Myxopapillary Ependymoma

Description

Myxopapillary ependymoma is a distinct subtype of ependymoma characterised by its histological appearance and location. This neoplasm is typically located in the filum terminale and the conus medullaris of the spinal cord, featuring a ‘myxopapillary’ architectural pattern, with myxoid material surrounding vascularised papillary structures.

Pathogenesis

The exact pathogenesis of myxopapillary ependymoma is not fully understood. These tumours are believed to originate from ependymal cells that line the central canal of the spinal cord. The tumours grow slowly, progressively causing compression and displacement of the surrounding nervous tissue, which gives rise to the associated clinical symptoms.

Epidemiology, Risk Factors & Associations

  • Most common spinal cord neoplasm in adults (peak incidence: 20-40 years).
  • No established risk factors or associations.

Clinical Features

  • Characterised by slow progression of symptoms, typically over months to years.
  • Common symptoms include lower back pain, sciatica, numbness or weakness in the legs, and bladder or bowel dysfunction.

Complications

  • Neurological deficits due to compression of spinal cord.
  • Metastases, although rare, can occur via CSF pathways.

Pathological Features

Histopathology
  • Macroscopic: Typically well-circumscribed and gelatinous tumours.
  • Microscopic: Papillary architecture with myxoid stroma surrounding fibrovascular cores. Ependymal cells surrounding these cores have a cuboidal to columnar shape.
Serology

No specific serological markers.

Biochemistry

No specific biochemical markers.

Radiological Features

General Features
  • Well-defined, lobulated mass usually located in the cauda equina or filum terminale.
  • Tendency for calcifications and cyst formation.
CT
  • Non-contrast: Iso- to hyperdense compared to spinal cord.

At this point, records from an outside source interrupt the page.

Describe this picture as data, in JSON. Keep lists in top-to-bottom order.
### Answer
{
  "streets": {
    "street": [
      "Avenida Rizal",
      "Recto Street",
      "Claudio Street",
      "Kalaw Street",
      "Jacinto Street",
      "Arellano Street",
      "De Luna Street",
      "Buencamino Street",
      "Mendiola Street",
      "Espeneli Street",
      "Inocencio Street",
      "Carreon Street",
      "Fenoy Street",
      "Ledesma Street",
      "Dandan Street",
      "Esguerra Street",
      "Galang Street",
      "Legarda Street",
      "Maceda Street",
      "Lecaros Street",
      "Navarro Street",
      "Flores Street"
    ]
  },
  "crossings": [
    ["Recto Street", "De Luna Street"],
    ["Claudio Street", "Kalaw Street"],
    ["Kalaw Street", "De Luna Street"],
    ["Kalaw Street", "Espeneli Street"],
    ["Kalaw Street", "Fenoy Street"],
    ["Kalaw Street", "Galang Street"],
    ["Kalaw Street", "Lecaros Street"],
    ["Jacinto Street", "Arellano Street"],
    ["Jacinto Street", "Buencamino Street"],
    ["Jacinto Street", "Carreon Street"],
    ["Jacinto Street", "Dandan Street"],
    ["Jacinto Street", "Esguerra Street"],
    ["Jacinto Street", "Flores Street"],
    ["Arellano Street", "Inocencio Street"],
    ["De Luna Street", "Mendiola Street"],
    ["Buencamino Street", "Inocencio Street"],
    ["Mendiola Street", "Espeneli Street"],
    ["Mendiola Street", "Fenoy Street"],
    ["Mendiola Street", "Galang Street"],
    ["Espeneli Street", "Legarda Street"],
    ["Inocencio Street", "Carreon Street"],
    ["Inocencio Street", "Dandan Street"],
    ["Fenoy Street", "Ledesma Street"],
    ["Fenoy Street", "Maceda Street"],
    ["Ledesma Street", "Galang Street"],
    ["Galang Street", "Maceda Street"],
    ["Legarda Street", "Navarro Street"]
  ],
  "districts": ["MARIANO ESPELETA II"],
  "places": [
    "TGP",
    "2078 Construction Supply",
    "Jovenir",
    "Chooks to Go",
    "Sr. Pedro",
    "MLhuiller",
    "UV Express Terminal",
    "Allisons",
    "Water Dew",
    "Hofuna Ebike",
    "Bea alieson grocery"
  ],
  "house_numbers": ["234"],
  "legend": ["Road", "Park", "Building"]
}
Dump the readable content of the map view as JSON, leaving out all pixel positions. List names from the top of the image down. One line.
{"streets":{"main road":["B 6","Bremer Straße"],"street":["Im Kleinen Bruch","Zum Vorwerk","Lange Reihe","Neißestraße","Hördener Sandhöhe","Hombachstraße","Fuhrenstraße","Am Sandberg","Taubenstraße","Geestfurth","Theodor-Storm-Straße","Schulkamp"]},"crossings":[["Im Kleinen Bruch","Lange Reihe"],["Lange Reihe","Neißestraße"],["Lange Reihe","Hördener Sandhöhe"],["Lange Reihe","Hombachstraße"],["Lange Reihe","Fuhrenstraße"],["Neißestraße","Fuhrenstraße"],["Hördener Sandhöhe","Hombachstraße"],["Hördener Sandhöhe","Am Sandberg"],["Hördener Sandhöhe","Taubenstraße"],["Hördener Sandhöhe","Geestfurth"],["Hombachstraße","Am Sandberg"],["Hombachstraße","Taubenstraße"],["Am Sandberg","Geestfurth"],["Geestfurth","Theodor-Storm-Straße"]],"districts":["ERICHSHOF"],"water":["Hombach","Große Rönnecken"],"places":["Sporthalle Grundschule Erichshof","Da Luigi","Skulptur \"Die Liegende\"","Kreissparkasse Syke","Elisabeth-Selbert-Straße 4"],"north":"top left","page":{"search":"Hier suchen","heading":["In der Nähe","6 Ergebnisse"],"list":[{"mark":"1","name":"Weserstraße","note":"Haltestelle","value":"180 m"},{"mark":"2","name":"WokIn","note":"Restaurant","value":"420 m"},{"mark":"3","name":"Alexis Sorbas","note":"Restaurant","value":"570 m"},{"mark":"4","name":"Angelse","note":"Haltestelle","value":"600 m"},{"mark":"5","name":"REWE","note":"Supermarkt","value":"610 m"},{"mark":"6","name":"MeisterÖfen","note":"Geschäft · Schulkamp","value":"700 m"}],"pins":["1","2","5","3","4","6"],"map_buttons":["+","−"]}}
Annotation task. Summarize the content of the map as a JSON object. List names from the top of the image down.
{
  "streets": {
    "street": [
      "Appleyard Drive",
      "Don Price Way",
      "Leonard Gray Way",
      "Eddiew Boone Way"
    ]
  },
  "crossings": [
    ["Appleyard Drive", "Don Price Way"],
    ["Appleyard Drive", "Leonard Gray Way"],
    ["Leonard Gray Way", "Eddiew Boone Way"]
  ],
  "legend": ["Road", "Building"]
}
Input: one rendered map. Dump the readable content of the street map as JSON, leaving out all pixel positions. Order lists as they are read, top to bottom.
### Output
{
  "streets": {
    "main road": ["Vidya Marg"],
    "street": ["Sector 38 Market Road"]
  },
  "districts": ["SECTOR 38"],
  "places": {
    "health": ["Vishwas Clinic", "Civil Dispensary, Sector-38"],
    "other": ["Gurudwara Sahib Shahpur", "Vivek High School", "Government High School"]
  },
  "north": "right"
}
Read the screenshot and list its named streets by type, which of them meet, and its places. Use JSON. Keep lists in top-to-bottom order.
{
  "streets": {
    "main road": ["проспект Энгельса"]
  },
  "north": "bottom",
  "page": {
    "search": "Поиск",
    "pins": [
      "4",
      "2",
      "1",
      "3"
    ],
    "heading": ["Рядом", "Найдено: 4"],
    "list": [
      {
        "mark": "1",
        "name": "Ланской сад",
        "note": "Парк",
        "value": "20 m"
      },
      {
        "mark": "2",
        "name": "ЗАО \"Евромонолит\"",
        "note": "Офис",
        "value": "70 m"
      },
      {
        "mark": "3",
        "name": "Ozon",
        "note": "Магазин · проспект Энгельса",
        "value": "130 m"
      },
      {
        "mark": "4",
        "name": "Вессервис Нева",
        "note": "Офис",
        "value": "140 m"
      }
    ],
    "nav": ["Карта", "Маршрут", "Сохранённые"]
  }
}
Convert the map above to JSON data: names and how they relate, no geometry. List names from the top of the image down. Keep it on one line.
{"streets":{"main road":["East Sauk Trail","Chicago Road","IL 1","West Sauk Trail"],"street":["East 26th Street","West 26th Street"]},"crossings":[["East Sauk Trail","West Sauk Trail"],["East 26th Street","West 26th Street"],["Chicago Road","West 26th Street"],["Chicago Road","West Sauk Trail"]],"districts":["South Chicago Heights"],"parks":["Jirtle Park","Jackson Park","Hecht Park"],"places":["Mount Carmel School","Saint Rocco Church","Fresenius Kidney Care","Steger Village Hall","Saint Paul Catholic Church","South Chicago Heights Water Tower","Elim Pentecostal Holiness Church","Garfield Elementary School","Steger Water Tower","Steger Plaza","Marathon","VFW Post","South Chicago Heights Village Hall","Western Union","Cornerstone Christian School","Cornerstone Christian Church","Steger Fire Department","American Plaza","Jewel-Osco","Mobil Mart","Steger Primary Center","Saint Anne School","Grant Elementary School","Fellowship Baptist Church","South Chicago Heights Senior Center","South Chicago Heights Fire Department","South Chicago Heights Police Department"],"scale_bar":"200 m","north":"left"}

Calcifications can be observed.
  • Contrast-enhanced: Shows strong, homogeneous enhancement.
MRI
  • T1WI: Isointense to hypointense compared to spinal cord.
  • T2WI: Hyperintense.
  • T1 C+: Strong, homogeneous enhancement.
  • DWI/ADC: No specific features.
PET FDG

No specific PET features.

Grading and Staging

  • Graded as WHO Grade I, indicating a slow-growing, well-differentiated neoplasm.
  • No specific staging system due to the rareness of metastases.

Diagnosis

  • Diagnosis is usually made based on a combination of clinical, radiological and pathological assessments. The definitive diagnosis requires histopathological confirmation from a biopsy or surgical specimen.

Differential Diagnosis

  • Schwannoma: Usually located in the nerve roots of the cauda equina. On MRI, characterised by heterogeneous signal intensity and less pronounced contrast enhancement.
  • Meningioma: Predominantly found intradurally and extramedullary, and tends to show ‘dural tail’ sign on contrast-enhanced MRI.
  • Metastasis: More common in older adults with known primary malignancies. Typically shows multiple lesions and vertebral body involvement.

Management

  • Neurosurgical resection is the treatment of choice.
  • Regular follow-up with MRI is recommended to monitor for recurrence.